= Dexter Masters =

American novelist

Dexter Wright Masters (June 15, 1909 - January 5, 1989), was an American editor and novelist who wrote extensively about the dangers of the atomic bomb.

==Early life and career==
Masters, a nephew of the poet Edgar Lee Masters, was born in Springfield, Illinois, and studied at the University of Chicago.
After working for Time and Fortune magazines, he became the first editor of Tide, a marketing trade journal, age 22. During the Second World War, Masters served on the communications staff of the US Air Force, worked with several research laboratories including the Radiation Laboratory at MIT, for which he edited Radar, a classified publication.

==Books==
Masters co-edited with nuclear physicist Katharine Way (1903–1995) the 1946 New York Times bestseller One World or None: a Report to the Public on the Full Meaning of the Atomic Bomb. The book included essays by Niels Bohr, Albert Einstein, and J. Robert Oppenheimer, and sold over 100,000 copies. In 1955, Masters published a novel, The Accident, detailing the last eight days of a nuclear physicist dying from radiation sickness after a criticality accident, based on the death of physicist Louis Slotin who died after such an accident in 1946. The novel was so controversial the US banned a movie version of it. A series of radio programs on the bomb earned Masters a Peabody Award in 1963.

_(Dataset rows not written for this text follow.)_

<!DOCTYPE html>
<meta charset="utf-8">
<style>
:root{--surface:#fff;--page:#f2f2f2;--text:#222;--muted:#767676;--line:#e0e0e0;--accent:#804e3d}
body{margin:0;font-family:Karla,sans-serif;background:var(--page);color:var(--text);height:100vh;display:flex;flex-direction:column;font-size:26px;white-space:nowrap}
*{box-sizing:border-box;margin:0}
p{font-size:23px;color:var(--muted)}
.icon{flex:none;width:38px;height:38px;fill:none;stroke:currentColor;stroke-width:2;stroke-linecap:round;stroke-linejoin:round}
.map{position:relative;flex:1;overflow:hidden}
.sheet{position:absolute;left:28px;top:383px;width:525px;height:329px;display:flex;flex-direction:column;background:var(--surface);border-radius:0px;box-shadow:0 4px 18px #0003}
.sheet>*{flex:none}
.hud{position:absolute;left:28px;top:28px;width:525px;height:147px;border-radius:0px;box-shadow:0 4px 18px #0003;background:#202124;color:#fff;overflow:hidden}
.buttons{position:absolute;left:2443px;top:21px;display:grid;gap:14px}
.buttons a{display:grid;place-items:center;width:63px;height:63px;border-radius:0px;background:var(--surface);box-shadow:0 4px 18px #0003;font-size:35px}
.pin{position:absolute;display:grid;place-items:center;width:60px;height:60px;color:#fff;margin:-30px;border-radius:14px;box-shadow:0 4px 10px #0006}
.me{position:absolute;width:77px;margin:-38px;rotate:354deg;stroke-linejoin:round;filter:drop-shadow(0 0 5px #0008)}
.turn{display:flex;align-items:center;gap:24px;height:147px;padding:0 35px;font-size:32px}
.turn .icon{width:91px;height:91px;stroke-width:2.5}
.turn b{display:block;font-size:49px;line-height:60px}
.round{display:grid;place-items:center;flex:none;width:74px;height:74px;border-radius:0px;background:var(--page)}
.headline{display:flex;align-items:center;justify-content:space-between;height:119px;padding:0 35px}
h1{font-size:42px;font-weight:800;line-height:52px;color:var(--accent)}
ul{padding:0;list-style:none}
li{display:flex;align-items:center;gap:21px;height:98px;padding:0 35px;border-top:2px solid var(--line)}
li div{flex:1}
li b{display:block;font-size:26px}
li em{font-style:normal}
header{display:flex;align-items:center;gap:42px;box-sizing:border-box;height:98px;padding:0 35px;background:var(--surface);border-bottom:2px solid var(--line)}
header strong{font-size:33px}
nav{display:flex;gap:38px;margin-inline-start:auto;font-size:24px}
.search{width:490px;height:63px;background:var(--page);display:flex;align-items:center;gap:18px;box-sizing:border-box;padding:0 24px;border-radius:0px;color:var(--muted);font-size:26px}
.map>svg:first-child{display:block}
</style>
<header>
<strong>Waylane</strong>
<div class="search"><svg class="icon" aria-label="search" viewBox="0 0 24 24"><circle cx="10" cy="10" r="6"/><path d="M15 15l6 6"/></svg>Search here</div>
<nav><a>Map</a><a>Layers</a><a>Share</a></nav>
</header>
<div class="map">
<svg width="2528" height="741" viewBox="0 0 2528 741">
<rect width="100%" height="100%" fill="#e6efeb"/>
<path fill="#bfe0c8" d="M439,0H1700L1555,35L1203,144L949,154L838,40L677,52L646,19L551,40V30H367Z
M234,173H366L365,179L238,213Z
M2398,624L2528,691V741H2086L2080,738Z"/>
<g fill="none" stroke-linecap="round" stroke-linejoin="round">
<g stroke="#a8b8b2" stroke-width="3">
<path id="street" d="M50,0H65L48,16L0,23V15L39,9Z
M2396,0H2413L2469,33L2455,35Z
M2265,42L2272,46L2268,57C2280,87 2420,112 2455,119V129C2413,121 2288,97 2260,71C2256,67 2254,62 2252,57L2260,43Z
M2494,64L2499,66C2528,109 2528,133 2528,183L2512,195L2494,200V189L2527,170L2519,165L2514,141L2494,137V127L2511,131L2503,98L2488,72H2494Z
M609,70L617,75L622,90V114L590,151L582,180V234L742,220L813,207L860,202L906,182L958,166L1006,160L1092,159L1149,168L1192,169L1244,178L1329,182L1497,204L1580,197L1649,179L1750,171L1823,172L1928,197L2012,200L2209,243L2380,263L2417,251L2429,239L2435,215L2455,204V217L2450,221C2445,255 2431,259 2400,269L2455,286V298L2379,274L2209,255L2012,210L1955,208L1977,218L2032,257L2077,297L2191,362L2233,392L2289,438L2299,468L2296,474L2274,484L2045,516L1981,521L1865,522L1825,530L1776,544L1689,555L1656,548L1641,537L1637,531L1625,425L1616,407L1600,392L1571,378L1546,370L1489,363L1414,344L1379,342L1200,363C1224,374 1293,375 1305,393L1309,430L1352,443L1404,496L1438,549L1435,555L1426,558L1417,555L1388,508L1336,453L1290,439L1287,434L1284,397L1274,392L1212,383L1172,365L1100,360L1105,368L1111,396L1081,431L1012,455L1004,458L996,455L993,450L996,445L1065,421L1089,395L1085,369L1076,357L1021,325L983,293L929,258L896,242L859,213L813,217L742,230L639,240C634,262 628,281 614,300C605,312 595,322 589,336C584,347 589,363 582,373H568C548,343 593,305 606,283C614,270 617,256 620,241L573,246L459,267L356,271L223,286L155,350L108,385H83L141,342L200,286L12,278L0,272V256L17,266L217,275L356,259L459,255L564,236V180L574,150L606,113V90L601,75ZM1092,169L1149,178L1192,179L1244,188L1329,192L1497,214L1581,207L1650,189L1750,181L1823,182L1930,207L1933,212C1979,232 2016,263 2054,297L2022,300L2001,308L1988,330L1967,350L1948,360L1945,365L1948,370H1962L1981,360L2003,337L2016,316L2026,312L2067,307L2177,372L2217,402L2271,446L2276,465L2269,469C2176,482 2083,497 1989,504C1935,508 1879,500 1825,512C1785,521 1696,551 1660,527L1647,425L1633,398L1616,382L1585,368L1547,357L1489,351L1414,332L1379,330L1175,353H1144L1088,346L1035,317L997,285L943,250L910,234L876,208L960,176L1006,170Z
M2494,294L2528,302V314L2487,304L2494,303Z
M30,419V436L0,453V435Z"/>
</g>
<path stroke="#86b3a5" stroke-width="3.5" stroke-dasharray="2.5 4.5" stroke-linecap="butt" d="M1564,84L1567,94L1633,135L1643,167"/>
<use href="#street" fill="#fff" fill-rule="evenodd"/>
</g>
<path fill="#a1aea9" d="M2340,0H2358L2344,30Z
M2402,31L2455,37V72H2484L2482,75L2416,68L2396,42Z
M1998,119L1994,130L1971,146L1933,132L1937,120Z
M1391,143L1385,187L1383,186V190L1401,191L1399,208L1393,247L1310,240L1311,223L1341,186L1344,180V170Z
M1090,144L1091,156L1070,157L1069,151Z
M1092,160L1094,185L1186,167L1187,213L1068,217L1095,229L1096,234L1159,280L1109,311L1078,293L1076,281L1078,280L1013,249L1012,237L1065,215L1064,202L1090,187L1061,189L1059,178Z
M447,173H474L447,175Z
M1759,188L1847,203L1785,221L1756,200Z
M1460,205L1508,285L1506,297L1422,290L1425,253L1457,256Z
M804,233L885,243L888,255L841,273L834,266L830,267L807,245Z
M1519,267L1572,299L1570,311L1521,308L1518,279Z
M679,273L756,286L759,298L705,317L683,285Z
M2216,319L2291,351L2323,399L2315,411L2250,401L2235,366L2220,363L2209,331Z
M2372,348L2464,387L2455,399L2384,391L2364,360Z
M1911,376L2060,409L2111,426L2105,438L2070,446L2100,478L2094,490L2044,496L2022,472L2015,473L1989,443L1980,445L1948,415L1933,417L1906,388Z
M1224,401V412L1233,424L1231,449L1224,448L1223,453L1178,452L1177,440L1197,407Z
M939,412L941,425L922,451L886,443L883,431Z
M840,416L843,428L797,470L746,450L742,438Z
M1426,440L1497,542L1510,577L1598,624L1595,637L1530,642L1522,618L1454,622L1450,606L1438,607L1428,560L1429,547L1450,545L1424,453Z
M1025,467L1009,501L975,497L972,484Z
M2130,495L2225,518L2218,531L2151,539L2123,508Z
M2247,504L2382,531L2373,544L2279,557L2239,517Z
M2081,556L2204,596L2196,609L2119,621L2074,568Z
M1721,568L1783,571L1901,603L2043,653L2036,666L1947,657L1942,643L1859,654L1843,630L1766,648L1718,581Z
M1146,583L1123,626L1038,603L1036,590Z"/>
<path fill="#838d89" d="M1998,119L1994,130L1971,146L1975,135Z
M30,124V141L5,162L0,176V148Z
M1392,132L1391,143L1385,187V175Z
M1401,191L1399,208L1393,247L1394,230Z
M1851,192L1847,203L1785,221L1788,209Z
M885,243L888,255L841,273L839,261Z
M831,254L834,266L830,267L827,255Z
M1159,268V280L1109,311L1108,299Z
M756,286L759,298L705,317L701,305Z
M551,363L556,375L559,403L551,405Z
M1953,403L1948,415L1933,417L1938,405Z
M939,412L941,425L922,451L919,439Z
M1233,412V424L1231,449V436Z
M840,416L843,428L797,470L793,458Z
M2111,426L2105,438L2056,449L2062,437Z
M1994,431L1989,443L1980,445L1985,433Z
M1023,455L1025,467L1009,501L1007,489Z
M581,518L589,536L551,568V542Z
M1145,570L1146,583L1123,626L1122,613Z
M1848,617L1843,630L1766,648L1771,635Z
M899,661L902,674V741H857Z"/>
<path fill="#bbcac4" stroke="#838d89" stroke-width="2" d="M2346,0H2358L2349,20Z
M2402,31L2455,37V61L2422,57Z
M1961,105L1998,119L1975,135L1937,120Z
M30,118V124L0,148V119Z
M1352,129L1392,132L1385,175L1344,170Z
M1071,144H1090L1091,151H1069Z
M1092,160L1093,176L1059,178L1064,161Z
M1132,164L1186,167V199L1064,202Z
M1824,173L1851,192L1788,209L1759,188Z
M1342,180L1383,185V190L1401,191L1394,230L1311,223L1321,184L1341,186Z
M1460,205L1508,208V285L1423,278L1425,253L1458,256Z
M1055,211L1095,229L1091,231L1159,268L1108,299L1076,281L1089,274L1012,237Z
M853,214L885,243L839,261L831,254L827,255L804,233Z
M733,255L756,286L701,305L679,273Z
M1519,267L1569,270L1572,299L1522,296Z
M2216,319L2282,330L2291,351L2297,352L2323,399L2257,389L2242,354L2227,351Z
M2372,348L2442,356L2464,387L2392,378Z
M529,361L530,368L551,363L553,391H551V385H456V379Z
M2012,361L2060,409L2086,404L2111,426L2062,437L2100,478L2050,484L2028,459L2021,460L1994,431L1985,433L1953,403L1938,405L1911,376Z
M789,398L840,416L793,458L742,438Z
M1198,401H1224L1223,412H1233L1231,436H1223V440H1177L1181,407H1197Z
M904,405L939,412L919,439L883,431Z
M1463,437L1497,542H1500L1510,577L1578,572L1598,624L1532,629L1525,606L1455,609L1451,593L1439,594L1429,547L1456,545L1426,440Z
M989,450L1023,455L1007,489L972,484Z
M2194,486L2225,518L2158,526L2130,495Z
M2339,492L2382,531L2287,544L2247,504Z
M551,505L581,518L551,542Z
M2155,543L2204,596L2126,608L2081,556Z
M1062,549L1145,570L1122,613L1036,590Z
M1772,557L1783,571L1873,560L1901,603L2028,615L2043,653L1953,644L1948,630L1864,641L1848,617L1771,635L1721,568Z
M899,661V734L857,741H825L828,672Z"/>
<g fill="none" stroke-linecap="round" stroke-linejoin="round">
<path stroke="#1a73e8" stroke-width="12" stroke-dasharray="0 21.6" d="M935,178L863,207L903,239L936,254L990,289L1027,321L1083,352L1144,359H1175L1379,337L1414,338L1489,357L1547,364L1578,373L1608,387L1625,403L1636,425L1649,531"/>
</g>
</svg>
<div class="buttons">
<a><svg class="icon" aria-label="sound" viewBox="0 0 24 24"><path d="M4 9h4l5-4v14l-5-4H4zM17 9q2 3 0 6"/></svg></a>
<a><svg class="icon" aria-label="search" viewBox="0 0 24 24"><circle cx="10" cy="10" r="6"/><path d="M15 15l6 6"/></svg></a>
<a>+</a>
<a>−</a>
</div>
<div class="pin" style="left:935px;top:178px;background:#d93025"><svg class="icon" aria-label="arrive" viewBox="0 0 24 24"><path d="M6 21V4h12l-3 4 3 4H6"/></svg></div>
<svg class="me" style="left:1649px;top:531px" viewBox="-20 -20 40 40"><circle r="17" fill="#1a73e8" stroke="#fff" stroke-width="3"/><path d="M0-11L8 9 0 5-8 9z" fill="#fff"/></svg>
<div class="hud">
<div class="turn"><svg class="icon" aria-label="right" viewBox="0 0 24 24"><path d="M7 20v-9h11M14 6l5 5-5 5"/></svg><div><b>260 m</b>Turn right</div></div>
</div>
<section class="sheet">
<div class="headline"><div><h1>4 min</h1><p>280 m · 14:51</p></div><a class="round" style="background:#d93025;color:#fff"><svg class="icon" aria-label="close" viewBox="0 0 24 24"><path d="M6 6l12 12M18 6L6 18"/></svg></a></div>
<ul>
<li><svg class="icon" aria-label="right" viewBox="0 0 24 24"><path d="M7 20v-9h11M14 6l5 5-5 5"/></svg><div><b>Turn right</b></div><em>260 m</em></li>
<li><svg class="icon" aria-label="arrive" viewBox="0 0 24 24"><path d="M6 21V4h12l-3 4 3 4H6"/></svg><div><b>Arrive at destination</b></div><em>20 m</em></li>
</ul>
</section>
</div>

==On staff of Consumers Union==
Shortly after its founding in 1936, Masters joined the staff of Consumers Union, publisher of the magazine Consumer Reports, where he headed a task force publicizing the dangers of cigarette smoking. In the late 1950s, he was instrumental in the organization's analysis of milk samples from around the country for radiation, thus making widely available for the first time information about the fallout dangers of atmospheric nuclear tests. He became director of Consumers Union in 1958, a position he held until 1963.

Masters also contributed to the New Yorker, The Saturday Evening Post, the American Scholar, and other publications.

==Personal life==
Masters dated Mildred Edie Brady and later married her daughter, Joan Brady. Their son Alexander Masters is also a writer. He moved to Totnes, Devon, England in 1960, where he died in 1989.